#### Goal of the exercise
From the entries below, please output exactly the lines starting at the one containing "M271,169L279,181L270,187L260,190L253,180Z" and ending at the one containing "M612,401C629,411 636,416 656,413", both included.

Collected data
##########

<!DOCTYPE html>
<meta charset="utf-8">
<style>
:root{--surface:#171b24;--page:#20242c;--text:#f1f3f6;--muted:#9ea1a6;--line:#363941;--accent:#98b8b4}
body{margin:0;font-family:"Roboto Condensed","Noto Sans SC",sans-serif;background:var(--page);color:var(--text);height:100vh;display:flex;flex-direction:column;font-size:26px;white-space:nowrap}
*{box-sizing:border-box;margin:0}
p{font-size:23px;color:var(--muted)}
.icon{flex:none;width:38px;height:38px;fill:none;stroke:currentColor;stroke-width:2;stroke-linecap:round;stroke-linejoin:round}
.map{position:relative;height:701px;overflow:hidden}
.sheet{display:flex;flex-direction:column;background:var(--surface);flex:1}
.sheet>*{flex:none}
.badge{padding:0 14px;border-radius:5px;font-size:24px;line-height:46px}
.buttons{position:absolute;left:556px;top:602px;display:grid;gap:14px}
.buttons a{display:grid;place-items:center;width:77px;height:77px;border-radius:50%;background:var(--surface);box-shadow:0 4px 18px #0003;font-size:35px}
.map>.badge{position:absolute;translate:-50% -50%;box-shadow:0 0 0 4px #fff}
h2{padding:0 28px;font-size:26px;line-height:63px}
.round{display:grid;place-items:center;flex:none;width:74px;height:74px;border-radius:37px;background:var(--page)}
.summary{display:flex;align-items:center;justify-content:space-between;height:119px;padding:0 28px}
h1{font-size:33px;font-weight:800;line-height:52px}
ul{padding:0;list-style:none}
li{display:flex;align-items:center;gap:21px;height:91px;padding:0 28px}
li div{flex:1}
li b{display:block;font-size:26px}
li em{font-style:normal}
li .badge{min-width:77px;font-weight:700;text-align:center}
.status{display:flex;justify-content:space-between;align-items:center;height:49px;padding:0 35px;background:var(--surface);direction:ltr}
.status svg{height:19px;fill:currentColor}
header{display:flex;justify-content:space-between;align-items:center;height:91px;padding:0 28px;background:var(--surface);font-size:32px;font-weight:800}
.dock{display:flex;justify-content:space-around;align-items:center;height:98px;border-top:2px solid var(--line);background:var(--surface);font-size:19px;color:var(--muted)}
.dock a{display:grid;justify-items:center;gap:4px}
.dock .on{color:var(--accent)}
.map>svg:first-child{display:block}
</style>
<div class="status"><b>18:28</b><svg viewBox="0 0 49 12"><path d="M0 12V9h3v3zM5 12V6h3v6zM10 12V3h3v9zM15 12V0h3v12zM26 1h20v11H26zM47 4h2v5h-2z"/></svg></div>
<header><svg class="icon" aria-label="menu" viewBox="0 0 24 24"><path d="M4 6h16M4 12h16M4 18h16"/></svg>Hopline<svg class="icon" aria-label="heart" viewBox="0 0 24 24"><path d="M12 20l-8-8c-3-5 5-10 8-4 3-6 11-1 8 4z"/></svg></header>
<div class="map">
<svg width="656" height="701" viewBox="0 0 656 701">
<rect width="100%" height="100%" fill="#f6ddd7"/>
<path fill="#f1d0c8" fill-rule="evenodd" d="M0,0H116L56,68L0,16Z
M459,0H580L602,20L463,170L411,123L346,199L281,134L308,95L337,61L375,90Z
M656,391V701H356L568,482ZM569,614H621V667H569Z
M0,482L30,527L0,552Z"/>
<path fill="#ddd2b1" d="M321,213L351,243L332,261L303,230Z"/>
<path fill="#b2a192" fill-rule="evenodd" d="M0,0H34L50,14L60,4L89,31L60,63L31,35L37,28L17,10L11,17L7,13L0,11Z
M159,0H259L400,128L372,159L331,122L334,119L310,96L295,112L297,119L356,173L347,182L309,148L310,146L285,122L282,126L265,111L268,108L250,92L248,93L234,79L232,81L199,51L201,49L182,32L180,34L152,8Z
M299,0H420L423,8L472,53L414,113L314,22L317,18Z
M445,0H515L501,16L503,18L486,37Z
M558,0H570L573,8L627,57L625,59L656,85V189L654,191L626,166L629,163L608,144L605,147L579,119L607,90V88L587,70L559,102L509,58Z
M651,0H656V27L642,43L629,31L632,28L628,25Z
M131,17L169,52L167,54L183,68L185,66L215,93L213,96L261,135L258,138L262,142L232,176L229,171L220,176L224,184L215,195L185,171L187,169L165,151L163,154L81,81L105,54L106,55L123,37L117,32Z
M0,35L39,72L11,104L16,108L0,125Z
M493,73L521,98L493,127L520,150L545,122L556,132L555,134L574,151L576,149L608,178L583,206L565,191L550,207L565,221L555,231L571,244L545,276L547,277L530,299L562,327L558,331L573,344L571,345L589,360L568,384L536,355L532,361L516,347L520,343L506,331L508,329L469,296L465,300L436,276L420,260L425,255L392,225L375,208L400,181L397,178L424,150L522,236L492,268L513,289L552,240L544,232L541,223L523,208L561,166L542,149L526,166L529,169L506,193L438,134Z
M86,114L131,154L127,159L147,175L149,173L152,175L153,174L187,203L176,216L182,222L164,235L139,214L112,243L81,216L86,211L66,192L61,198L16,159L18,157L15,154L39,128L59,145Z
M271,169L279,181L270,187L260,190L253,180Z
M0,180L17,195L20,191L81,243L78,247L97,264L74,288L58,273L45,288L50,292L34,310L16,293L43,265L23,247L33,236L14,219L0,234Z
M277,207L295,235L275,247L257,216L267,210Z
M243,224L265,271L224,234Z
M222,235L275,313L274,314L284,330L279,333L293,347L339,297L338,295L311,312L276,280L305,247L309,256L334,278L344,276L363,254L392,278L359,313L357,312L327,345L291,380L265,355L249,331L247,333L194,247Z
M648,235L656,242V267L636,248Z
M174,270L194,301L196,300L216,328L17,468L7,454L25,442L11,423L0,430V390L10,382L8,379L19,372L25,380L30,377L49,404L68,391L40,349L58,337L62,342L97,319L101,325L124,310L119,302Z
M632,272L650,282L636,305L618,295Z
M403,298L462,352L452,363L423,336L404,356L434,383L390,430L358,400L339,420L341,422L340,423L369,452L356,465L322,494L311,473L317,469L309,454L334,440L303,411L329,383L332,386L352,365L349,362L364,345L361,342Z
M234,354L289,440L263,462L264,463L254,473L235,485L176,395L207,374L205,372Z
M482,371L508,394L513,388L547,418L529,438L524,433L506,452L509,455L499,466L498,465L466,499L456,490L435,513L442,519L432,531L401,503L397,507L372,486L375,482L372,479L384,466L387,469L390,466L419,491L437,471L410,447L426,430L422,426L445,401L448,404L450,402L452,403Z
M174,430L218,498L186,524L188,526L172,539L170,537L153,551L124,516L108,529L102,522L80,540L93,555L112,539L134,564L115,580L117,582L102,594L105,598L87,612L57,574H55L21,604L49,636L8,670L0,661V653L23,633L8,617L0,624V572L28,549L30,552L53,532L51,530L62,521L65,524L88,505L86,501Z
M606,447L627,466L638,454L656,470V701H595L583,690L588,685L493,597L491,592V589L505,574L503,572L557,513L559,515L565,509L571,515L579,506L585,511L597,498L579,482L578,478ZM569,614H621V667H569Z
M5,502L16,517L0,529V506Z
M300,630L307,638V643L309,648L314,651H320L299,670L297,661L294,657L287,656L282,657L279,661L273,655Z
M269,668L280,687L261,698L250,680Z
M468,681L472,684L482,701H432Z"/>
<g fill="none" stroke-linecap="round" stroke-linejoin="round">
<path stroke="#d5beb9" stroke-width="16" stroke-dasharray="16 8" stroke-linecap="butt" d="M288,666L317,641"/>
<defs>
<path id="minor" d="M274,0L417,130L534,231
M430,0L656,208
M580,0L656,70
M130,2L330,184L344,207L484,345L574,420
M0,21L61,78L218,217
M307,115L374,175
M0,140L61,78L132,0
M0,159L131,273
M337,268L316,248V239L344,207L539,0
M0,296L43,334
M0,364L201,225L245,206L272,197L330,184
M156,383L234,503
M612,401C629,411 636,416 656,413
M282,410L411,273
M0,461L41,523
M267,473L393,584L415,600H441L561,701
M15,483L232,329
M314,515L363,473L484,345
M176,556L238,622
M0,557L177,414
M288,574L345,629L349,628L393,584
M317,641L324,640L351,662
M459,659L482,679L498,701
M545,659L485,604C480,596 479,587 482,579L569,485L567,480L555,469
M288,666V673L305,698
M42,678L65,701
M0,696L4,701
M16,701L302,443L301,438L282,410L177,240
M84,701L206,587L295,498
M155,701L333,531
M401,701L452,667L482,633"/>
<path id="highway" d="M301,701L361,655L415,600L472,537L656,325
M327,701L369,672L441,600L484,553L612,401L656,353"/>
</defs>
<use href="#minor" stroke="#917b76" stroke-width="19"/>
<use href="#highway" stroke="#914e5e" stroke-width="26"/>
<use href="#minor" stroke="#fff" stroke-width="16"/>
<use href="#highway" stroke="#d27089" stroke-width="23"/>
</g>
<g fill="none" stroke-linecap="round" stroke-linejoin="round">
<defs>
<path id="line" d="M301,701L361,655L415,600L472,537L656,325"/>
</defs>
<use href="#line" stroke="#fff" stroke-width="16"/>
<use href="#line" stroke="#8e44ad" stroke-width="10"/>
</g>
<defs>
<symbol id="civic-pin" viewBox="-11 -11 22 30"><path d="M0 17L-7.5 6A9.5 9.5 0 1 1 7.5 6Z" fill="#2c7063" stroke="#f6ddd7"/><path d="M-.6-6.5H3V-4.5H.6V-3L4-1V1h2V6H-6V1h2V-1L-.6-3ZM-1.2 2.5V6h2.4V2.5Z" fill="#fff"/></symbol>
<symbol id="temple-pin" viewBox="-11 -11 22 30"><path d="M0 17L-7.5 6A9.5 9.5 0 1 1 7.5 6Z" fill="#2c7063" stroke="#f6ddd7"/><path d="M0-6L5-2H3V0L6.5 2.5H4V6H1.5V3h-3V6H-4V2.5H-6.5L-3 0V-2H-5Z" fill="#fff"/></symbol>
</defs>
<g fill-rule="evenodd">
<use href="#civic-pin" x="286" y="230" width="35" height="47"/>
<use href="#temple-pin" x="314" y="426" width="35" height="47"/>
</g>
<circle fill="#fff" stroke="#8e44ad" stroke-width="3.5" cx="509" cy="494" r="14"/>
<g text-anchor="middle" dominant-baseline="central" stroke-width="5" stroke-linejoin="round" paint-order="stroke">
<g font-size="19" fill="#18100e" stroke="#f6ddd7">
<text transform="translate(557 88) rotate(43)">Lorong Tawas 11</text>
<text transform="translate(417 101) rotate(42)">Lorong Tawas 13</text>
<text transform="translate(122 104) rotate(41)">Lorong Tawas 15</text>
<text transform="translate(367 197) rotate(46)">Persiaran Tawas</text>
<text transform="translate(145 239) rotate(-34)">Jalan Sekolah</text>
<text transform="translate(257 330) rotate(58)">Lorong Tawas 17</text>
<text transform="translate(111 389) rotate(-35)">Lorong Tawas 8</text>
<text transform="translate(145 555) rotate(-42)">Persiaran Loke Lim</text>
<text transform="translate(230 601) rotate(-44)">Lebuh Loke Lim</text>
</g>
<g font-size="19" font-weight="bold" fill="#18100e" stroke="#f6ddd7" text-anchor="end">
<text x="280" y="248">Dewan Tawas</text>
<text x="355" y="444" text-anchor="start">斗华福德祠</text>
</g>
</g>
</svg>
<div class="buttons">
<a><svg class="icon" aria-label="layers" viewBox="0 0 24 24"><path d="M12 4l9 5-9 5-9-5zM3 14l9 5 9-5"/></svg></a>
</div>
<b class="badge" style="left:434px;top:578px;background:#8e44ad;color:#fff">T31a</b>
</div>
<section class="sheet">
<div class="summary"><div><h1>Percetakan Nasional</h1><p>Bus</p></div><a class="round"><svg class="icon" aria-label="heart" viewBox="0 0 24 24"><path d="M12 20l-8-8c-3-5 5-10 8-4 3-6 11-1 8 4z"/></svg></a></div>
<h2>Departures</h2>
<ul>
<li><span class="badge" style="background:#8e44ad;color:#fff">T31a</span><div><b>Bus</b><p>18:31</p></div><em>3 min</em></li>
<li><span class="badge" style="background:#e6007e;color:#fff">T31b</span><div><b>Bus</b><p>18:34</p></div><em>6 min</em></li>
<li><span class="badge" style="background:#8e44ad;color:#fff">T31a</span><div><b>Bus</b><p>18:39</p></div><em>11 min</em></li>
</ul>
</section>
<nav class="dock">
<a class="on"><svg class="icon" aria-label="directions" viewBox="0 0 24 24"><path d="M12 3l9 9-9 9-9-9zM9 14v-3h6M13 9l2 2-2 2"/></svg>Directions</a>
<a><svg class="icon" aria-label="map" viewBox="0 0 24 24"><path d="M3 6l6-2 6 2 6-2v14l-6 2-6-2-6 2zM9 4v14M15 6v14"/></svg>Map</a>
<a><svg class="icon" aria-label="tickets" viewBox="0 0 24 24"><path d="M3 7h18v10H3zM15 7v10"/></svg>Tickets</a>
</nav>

##########

#### Exercise answer
M271,169L279,181L270,187L260,190L253,180Z
M0,180L17,195L20,191L81,243L78,247L97,264L74,288L58,273L45,288L50,292L34,310L16,293L43,265L23,247L33,236L14,219L0,234Z
M277,207L295,235L275,247L257,216L267,210Z
M243,224L265,271L224,234Z
M222,235L275,313L274,314L284,330L279,333L293,347L339,297L338,295L311,312L276,280L305,247L309,256L334,278L344,276L363,254L392,278L359,313L357,312L327,345L291,380L265,355L249,331L247,333L194,247Z
M648,235L656,242V267L636,248Z
M174,270L194,301L196,300L216,328L17,468L7,454L25,442L11,423L0,430V390L10,382L8,379L19,372L25,380L30,377L49,404L68,391L40,349L58,337L62,342L97,319L101,325L124,310L119,302Z
M632,272L650,282L636,305L618,295Z
M403,298L462,352L452,363L423,336L404,356L434,383L390,430L358,400L339,420L341,422L340,423L369,452L356,465L322,494L311,473L317,469L309,454L334,440L303,411L329,383L332,386L352,365L349,362L364,345L361,342Z
M234,354L289,440L263,462L264,463L254,473L235,485L176,395L207,374L205,372Z
M482,371L508,394L513,388L547,418L529,438L524,433L506,452L509,455L499,466L498,465L466,499L456,490L435,513L442,519L432,531L401,503L397,507L372,486L375,482L372,479L384,466L387,469L390,466L419,491L437,471L410,447L426,430L422,426L445,401L448,404L450,402L452,403Z
M174,430L218,498L186,524L188,526L172,539L170,537L153,551L124,516L108,529L102,522L80,540L93,555L112,539L134,564L115,580L117,582L102,594L105,598L87,612L57,574H55L21,604L49,636L8,670L0,661V653L23,633L8,617L0,624V572L28,549L30,552L53,532L51,530L62,521L65,524L88,505L86,501Z
M606,447L627,466L638,454L656,470V701H595L583,690L588,685L493,597L491,592V589L505,574L503,572L557,513L559,515L565,509L571,515L579,506L585,511L597,498L579,482L578,478ZM569,614H621V667H569Z
M5,502L16,517L0,529V506Z
M300,630L307,638V643L309,648L314,651H320L299,670L297,661L294,657L287,656L282,657L279,661L273,655Z
M269,668L280,687L261,698L250,680Z
M468,681L472,684L482,701H432Z"/>
<g fill="none" stroke-linecap="round" stroke-linejoin="round">
<path stroke="#d5beb9" stroke-width="16" stroke-dasharray="16 8" stroke-linecap="butt" d="M288,666L317,641"/>
<defs>
<path id="minor" d="M274,0L417,130L534,231
M430,0L656,208
M580,0L656,70
M130,2L330,184L344,207L484,345L574,420
M0,21L61,78L218,217
M307,115L374,175
M0,140L61,78L132,0
M0,159L131,273
M337,268L316,248V239L344,207L539,0
M0,296L43,334
M0,364L201,225L245,206L272,197L330,184
M156,383L234,503
M612,401C629,411 636,416 656,413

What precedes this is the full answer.